> Supplied data:
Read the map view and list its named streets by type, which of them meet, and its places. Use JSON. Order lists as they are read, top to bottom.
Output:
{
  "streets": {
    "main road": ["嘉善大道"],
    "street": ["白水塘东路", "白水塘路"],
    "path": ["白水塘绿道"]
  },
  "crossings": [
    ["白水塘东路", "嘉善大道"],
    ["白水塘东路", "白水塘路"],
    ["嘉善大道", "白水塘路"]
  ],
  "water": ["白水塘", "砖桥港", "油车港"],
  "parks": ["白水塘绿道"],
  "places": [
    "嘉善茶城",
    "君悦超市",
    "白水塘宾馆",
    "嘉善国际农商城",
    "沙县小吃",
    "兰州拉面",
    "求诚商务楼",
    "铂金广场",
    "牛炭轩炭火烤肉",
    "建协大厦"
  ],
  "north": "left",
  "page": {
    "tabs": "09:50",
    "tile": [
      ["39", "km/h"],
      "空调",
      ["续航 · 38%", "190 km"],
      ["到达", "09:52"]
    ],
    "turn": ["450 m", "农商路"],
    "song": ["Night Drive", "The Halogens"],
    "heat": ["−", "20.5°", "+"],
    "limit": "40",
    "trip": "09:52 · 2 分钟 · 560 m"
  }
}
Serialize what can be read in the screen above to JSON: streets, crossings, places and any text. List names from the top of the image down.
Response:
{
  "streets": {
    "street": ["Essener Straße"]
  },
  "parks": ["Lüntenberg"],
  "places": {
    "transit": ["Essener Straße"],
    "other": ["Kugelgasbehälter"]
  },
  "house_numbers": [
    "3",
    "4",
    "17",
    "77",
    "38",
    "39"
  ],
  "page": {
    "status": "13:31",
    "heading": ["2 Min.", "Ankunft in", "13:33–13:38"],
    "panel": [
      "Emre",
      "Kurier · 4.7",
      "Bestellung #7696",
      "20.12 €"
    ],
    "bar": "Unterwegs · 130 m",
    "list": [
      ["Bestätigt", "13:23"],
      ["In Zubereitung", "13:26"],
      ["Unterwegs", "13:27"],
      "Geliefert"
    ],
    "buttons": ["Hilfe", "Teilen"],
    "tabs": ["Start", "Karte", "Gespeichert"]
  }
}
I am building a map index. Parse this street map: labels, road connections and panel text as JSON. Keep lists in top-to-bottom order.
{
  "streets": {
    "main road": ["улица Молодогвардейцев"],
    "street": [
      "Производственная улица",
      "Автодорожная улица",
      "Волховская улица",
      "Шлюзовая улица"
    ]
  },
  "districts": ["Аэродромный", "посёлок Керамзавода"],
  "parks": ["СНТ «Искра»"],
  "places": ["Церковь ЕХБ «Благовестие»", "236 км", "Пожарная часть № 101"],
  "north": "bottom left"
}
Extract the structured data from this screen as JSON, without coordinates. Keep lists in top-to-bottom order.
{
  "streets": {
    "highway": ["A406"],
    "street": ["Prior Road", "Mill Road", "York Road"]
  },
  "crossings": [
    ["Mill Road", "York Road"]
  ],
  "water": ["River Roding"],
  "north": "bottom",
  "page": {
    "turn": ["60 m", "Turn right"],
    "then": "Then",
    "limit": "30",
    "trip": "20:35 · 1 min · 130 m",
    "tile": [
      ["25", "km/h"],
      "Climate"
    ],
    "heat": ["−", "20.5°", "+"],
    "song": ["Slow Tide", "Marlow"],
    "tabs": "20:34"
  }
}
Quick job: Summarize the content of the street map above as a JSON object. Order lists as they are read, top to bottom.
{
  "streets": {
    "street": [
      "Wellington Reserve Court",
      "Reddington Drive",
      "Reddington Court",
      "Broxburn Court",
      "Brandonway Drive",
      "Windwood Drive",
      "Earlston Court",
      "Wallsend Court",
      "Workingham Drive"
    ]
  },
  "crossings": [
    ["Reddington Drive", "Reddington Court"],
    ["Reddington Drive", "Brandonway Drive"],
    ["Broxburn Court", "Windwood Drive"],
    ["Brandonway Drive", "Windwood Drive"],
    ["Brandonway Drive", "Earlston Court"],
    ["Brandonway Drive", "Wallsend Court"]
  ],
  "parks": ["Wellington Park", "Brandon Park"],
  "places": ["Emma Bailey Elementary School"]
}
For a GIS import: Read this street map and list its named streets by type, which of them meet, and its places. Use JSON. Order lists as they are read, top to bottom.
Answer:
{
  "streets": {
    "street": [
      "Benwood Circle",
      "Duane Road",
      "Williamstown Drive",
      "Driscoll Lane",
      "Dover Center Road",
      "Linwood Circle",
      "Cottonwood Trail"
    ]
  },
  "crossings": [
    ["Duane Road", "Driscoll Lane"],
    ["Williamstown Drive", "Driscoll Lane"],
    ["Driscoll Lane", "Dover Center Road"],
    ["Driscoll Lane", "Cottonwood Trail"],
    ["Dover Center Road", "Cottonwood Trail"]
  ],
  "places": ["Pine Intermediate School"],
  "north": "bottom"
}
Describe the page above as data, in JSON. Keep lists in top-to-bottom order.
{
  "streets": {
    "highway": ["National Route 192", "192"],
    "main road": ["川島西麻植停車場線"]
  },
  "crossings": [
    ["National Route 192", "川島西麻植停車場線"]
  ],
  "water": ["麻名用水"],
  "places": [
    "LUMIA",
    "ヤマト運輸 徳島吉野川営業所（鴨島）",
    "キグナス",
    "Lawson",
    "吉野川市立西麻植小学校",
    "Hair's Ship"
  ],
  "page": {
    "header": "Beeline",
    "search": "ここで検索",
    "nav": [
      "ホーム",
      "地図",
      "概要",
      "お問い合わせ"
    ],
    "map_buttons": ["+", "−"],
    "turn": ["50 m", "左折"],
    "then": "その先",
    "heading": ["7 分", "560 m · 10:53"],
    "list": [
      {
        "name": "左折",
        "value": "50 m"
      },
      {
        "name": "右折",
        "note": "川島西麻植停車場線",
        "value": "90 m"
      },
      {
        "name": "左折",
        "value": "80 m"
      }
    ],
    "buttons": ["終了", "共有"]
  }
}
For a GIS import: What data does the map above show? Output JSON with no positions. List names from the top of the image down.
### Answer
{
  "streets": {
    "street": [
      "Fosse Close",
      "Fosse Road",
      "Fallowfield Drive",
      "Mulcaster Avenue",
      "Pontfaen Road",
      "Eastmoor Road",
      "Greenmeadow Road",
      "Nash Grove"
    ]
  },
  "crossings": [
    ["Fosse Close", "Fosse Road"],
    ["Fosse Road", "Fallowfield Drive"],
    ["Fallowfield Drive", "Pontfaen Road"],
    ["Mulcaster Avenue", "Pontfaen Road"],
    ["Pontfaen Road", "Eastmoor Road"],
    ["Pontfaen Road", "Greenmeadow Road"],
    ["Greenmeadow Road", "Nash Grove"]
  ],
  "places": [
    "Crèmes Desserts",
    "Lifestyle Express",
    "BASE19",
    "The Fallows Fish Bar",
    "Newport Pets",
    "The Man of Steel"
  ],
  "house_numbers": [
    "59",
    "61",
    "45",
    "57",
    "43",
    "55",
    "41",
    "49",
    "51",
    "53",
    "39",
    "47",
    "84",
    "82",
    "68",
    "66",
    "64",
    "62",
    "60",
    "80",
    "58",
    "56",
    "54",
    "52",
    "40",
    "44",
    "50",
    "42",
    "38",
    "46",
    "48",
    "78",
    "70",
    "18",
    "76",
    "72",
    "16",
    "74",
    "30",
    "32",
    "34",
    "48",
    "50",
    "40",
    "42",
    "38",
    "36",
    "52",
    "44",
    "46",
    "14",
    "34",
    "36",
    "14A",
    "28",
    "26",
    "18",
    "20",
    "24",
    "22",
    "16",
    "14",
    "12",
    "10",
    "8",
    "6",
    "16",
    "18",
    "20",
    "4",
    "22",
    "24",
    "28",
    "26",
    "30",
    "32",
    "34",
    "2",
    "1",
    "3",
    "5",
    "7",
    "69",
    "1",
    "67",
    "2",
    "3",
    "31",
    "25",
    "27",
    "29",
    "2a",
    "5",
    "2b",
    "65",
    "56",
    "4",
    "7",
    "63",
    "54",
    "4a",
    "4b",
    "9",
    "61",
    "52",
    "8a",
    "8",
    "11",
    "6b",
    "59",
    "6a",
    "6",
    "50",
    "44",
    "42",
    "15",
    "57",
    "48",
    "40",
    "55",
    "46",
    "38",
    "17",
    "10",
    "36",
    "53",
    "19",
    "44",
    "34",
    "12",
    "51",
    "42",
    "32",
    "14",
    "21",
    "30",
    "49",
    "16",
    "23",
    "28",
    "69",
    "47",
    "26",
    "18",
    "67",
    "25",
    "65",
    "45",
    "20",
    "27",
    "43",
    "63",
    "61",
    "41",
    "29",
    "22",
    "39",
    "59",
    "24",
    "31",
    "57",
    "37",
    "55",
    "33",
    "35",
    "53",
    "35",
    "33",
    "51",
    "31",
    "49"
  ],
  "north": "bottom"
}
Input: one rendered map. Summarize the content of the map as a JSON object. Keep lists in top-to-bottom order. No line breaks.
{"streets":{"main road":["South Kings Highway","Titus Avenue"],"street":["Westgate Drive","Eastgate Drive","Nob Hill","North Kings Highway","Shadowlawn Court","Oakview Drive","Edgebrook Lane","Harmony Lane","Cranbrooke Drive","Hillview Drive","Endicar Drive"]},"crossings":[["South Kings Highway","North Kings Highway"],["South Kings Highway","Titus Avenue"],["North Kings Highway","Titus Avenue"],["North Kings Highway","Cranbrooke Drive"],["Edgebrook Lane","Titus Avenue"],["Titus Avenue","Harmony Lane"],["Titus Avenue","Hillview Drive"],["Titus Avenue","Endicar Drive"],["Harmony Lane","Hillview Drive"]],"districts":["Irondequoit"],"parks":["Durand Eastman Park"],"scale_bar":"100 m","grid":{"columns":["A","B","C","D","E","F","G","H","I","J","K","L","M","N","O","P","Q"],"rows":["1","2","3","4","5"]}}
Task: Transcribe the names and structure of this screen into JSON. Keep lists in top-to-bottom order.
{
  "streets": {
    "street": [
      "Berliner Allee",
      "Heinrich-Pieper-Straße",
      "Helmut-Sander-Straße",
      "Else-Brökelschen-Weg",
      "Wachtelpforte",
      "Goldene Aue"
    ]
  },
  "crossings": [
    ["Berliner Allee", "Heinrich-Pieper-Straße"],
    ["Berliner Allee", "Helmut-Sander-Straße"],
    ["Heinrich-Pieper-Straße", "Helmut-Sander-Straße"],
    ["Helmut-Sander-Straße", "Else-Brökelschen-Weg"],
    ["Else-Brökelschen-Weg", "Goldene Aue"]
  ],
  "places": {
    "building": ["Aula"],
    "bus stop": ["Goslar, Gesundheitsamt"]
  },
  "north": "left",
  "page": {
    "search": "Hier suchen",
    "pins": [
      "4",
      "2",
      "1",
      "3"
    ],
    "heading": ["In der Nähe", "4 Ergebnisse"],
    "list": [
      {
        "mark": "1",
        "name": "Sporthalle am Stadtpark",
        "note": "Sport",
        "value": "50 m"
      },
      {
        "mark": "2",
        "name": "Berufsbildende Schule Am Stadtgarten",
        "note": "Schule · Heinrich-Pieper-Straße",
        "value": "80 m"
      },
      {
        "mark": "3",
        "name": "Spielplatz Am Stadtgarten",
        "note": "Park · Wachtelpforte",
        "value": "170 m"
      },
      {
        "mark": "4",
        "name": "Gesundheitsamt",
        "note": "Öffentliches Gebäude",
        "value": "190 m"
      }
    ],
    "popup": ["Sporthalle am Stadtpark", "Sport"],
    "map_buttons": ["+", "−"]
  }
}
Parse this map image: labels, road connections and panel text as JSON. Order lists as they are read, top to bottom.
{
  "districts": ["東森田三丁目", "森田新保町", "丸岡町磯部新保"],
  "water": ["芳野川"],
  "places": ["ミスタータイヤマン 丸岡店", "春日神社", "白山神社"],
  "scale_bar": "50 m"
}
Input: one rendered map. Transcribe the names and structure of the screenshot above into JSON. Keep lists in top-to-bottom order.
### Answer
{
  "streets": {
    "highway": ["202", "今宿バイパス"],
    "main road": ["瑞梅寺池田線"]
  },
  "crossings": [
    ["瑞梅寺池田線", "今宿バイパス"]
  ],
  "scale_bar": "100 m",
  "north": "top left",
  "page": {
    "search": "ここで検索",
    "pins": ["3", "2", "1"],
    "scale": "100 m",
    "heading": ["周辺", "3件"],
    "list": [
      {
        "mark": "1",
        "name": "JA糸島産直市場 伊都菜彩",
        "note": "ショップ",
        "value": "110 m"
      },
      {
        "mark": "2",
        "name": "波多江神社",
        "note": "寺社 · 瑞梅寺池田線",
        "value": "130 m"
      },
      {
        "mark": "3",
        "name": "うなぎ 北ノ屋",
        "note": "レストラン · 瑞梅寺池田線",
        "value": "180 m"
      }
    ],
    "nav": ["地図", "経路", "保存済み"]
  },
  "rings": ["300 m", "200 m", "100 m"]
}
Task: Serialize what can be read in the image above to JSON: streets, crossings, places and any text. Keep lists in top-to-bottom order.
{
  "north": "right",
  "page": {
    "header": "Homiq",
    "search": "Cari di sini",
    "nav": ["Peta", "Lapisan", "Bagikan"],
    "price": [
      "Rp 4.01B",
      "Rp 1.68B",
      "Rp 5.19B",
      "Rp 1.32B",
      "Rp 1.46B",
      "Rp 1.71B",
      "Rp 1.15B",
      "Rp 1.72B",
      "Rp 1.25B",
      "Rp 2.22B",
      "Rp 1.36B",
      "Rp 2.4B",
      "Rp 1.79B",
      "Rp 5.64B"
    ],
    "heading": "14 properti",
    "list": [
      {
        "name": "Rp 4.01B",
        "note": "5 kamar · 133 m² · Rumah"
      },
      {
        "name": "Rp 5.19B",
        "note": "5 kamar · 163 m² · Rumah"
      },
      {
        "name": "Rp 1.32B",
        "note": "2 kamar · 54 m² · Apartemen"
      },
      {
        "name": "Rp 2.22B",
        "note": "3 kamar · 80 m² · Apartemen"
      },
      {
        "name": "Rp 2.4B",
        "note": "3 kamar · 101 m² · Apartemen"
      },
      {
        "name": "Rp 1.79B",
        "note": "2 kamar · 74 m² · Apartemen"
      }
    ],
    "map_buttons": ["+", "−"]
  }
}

> Requirement: Check each line of the listing above for the string "from". Report only how many have it.

> Reply: 3